First the good news: new figures out this month show that women’s representation on boards has increased to 22.8 per cent, up from 20.7 per cent in March 2014.
Now, the less good news: while, since July 2014, there have been no more all-male boards left in the FTSE 100, there are still 28 all-male boards in the FTSE 250.
This could change soon. This week, Business Secretary Vince Cable and Lord Davies have written to the chairmen of those remaining 28 companies to urge them to look again at their boards.
“From a low start at 12.5 per cent in 2011 to 22.8 per cent today, progress of this order is by any standards an amazing achievement. Our goal is clearly in sight, albeit 25 per cent is not gender parity,” says Lord Davies.
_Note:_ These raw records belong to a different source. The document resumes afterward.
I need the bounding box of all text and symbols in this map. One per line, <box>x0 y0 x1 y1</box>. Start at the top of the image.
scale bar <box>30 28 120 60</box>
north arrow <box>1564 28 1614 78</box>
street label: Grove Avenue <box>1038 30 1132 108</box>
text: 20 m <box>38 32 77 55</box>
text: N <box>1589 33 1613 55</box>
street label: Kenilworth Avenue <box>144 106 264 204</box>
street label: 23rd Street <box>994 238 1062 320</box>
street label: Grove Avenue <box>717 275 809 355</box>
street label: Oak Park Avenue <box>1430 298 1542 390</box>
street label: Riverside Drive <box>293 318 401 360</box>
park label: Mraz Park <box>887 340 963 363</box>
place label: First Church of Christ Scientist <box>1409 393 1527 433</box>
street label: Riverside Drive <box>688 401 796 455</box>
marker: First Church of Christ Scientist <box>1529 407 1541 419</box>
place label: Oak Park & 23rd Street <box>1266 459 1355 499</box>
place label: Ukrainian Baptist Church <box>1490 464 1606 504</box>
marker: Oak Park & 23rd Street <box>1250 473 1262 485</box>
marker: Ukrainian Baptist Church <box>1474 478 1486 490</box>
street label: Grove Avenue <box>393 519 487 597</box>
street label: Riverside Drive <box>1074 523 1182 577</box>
“Having reached a position where it is unacceptable for the voice of women to be absent from the boardroom, it is disappointing to see there are still 28 all-male boards in the FTSE 250. Every single company needs to address the issue of gender balance in the boardroom and make sure they support UK business in our collective goal.”
The devil is, of course, in the detail. A closer look at the latest FTSE 100 figures show that women account for 27.% of non-executive directorships, but just 8.4 per cent of executive directorships. (This falls further, to 5.1 per cent of exec directorships, in the FTSE 250.)
The discrepancy is enough to ask whether appointing women to non-exec roles is just for show, or whether the boards are actively buying into the idea of more parity. What do you think?